A different branch of the literature analyzes the question of the preferred extent of redistribution. In their seminal article, Meltzer and Richard (1981) analyze the emergence of tax rates, and consequently the size of redistribution in a political system with voting. Particularly, they focus on the production inefficiencies caused by redistribution (along the line of arguments presented in Sect. 6.2 of this chapter). Meltzer and Richards show that, for simple majority voting and the resulting pivotal position of the median voter, the size of redistribution and the inefficiencies due to redistribution decrease as the productivity of the median voter increases. The larger the median voter’s productivity relative to the average of society, the smaller the redistribution and inefficiencies.

Following this tradition, Konrad and Morath (2010) analyze a simplified version of the Meltzer-Richard model. They study how prospects of income mobility may affect preferences for redistributing taxes in an individual decision-making experiment without strategic interaction between subjects. Each human subject is paired with two computers that choose actions to maximize their own earnings. It is important to stress that human subjects are aware of the computers’ strategies. In a treatment without mobility, observed tax rates are in line with theoretically predicted ones, while past or future changes in the income hierarchy affect the choice of the tax rate in the current period.

Agranov and Palfrey (2015) also report results regarding equilibrium tax rates, inequality, and income redistribution from laboratory experiments on the Meltzer-Richard model. The authors vary the amount of wage inequality and the political process used to determine tax rates. Unlike most papers in the literature, which fix the amount of resources to be distributed exogenously, the authors allow for an endogenous production of the pie and a complete reallocation of resources (not just the surplus). Their results indicate that higher inequality leads to higher tax rates. The tax rates and labor supply functions are both quantitatively close to the theory. The result is robust to the political institution (direct and representative democracy). The authors do not find evidence that inequity aversion might have an effect on behavior.

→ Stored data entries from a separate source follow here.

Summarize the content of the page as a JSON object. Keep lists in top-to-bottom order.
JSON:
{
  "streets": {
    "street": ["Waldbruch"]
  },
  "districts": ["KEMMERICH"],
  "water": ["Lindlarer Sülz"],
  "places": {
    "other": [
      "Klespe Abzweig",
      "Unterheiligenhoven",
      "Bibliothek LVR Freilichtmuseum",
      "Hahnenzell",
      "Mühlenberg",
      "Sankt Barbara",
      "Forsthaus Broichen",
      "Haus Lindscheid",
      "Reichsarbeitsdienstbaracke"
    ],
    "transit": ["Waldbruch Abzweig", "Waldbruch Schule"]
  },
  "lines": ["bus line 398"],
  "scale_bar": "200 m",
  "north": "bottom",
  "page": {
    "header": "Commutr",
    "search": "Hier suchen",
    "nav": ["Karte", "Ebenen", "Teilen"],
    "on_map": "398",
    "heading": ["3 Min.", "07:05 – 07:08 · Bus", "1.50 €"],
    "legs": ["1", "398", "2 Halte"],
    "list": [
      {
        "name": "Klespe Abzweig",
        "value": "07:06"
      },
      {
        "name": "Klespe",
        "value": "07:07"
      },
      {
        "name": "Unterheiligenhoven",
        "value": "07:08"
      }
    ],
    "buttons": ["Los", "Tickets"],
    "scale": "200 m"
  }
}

Finally, work by Kittel et al. (2015) introduces an interesting variant of the redistribution experiment on surplus sharing. Their game involves a communication phase before voting on the tax, and they vary both the initial distribution of endowments and the institutional background in terms of the quorum. The experiment consists of two consecutive stages: a multiple-prize rank-order contest, which involves a simple cognitive ability task, and a surplus sharing stage. In the second stage where subjects vote on redistribution, the authors find that subjects most often equalize payoffs. This finding confirms their initial hypothesis that the existence of a middle class is as effective as institutional hurdles in limiting the power of the less able in order to protect the more able players from being exploited.

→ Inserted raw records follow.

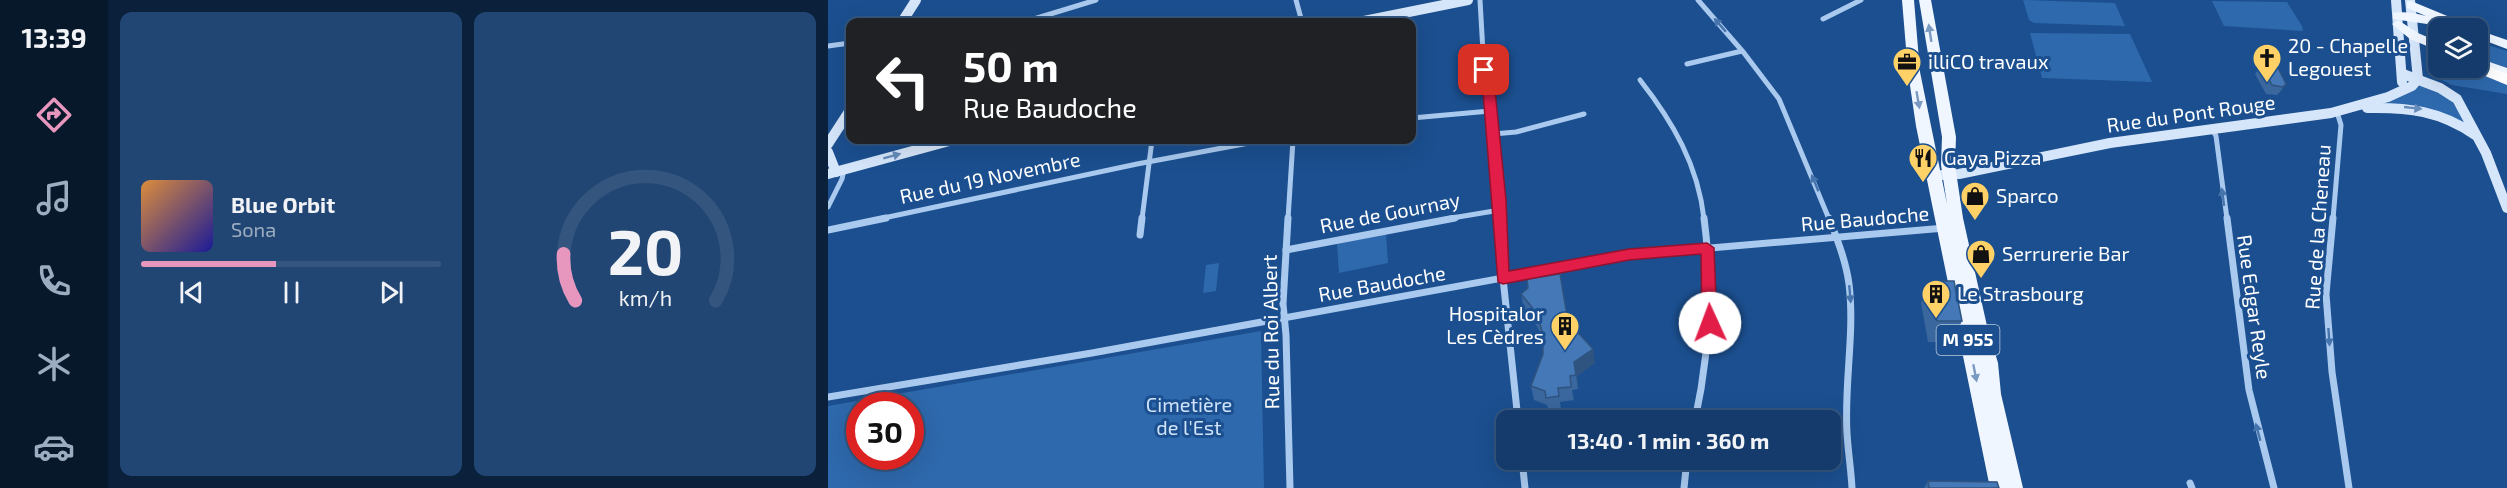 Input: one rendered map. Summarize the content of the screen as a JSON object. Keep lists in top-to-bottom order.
{
  "streets": {
    "main road": ["Rue du Pont Rouge", "M 955"],
    "street": [
      "Rue du 19 Novembre",
      "Rue de Gournay",
      "Rue Baudoche",
      "Rue de la Cheneau",
      "Rue Edgar Reyle",
      "Rue du Roi Albert"
    ]
  },
  "crossings": [
    ["Rue du Pont Rouge", "Rue de la Cheneau"],
    ["Rue du Pont Rouge", "Rue Edgar Reyle"],
    ["Rue du Pont Rouge", "M 955"],
    ["Rue de Gournay", "Rue du Roi Albert"],
    ["Rue Baudoche", "Rue du Roi Albert"],
    ["Rue Baudoche", "M 955"]
  ],
  "one_way": ["Rue de la Cheneau", "Rue Edgar Reyle"],
  "parks": ["Cimetière de l'Est"],
  "places": {
    "church": ["20 - Chapelle Legouest"],
    "office": ["illiCO travaux"],
    "restaurant": ["Gaya Pizza"],
    "shop": ["Sparco", "Serrurerie Bar"],
    "building": ["Le Strasbourg", "Hospitalor Les Cèdres"]
  },
  "page": {
    "tabs": "13:39",
    "turn": ["50 m", "Rue Baudoche"],
    "song": ["Blue Orbit", "Sona"],
    "limit": "30",
    "trip": "13:40 · 1 min · 360 m",
    "gauge": ["20", "km/h"]
  }
}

Regarding the quorum variation, the unanimity rule as the institutional hurdle spurs production, and as such minimizes external costs due to the inclusion of all members of society. It also allows every member to uphold the decision until the outcome meets particular interests. However, majoritarian voting with a middle class involves fewer bargaining impasses than granting veto rights to the more able players and is, therefore, more efficient.

In other words, there are two ways to counterbalance the abuse of redistribution: institutional hurdles and the presence of a middle class. The existence of a middle class quasi-automatically corrects for both excessive inequality and equality without generating the hold-up effect of a sufficiently high quorum. The position-based interests of the middle class limit the costs burdened upon the minority because its members will shift sides as soon as demands on the minority become exploitative.

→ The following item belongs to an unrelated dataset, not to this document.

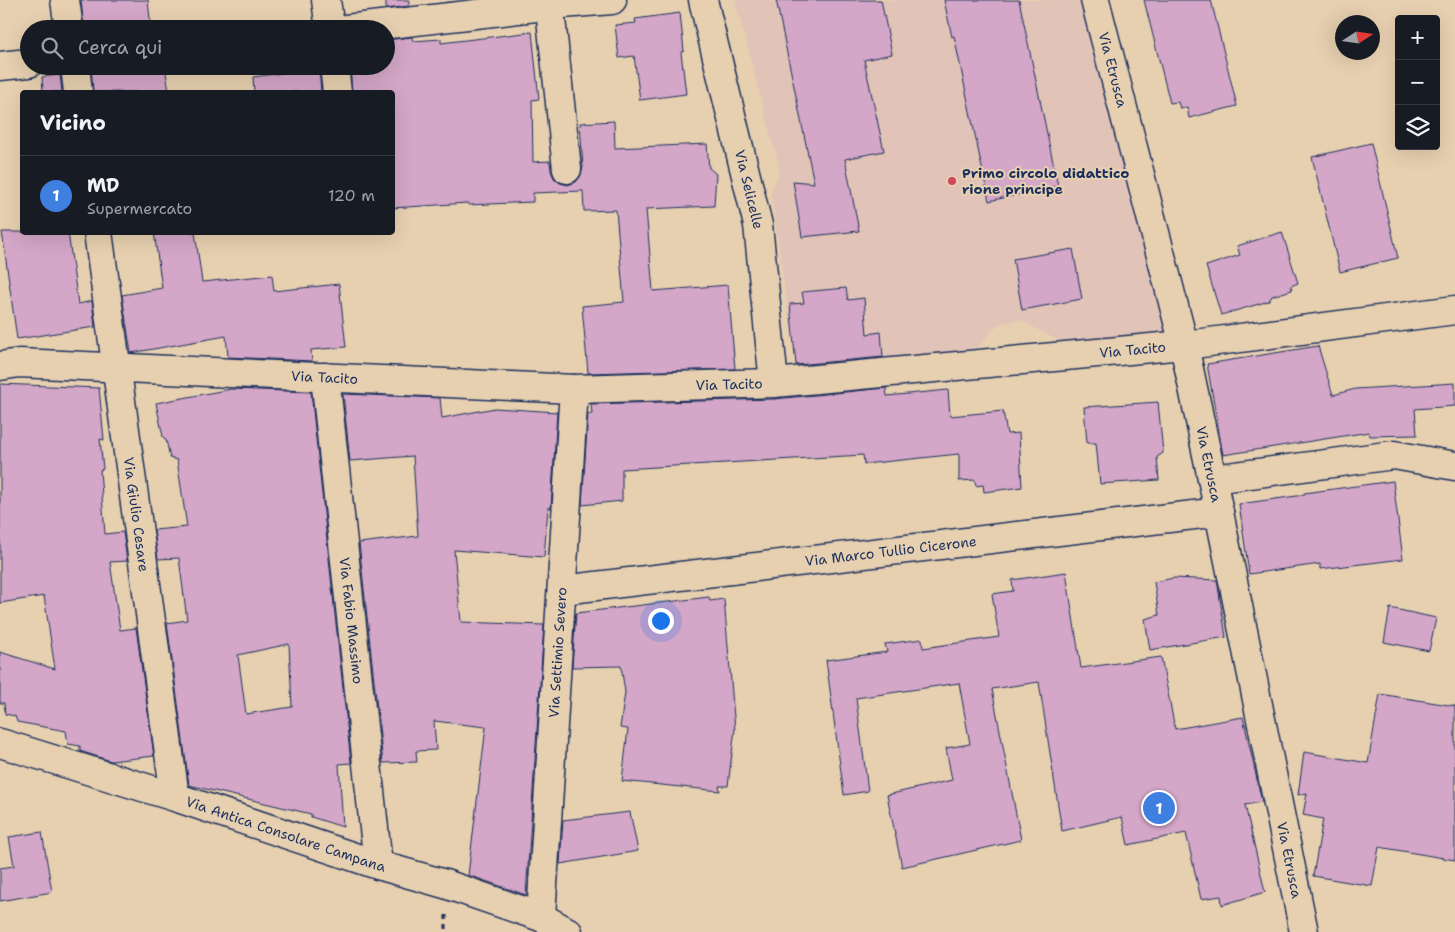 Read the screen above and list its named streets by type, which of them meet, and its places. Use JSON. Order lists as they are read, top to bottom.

A new field of research analyzes how equivalence framing has an effect on the level of redistribution. Utilizing a simplified version of the Meltzer-Richard model, Lorenz et al. (2017) show that if subjects have to set the level of redistribution by agreeing on a redistributive tax rate, the individually preferred and finally implemented level of redistribution is about 50% lower than in cases where subjects have to agree on a minimal income level, holding everything else constant.

Paetzel et al. (2018) find that increasing the transparency of the redistributive consequences by providing a simple calculation tool that informs subjects about the ex post distribution for each tax rate or minimum income, diminishes the above mentioned framing-effect. Transparency has an asymmetric effect on both the individually preferred and finally implemented level of redistribution. In the minimal income framing, a high degree of transparency decreases both the preferred and implemented level of redistribution. In the tax frame, transparency has a contrary effect on redistribution. Here, higher transparency increases the level of redistribution. When subjects are fully aware of the redistributive consequences, they decide on average on the same level of redistribution.

Traub et al. (2009) conclude that most of their subjects preferred a distribution that is equitable enough not to be protested but still allows some to outperform others. Overall, the literature shows a preference for a moderate, two-part redistribution scheme: the first part of the redistribution scheme, that is, its lower section guarantees a minimum income for the poor members of the society. We interpret this as a desire for need-based justice regarding the basic provision of income for all members of society. The second part, its upper section, proportionally redistributes incomes beyond the basic needs. This yields a combination of needs-based justice and equity.

6.4.2 What is Neediness?

Of course, a crucial question for need-based justice is what the determinants of the justified need are. To improve our understanding of how need-based justice defines redistribution, we have to understand how a society or a group jointly agrees upon the level of subsistence. Of course, the prospect of what such a level of subsistence should look like differs significantly and might be very subjective. Even the actual levels of social assistance differ to a large extent between countries (compare, e.g., Gough et al. 1997).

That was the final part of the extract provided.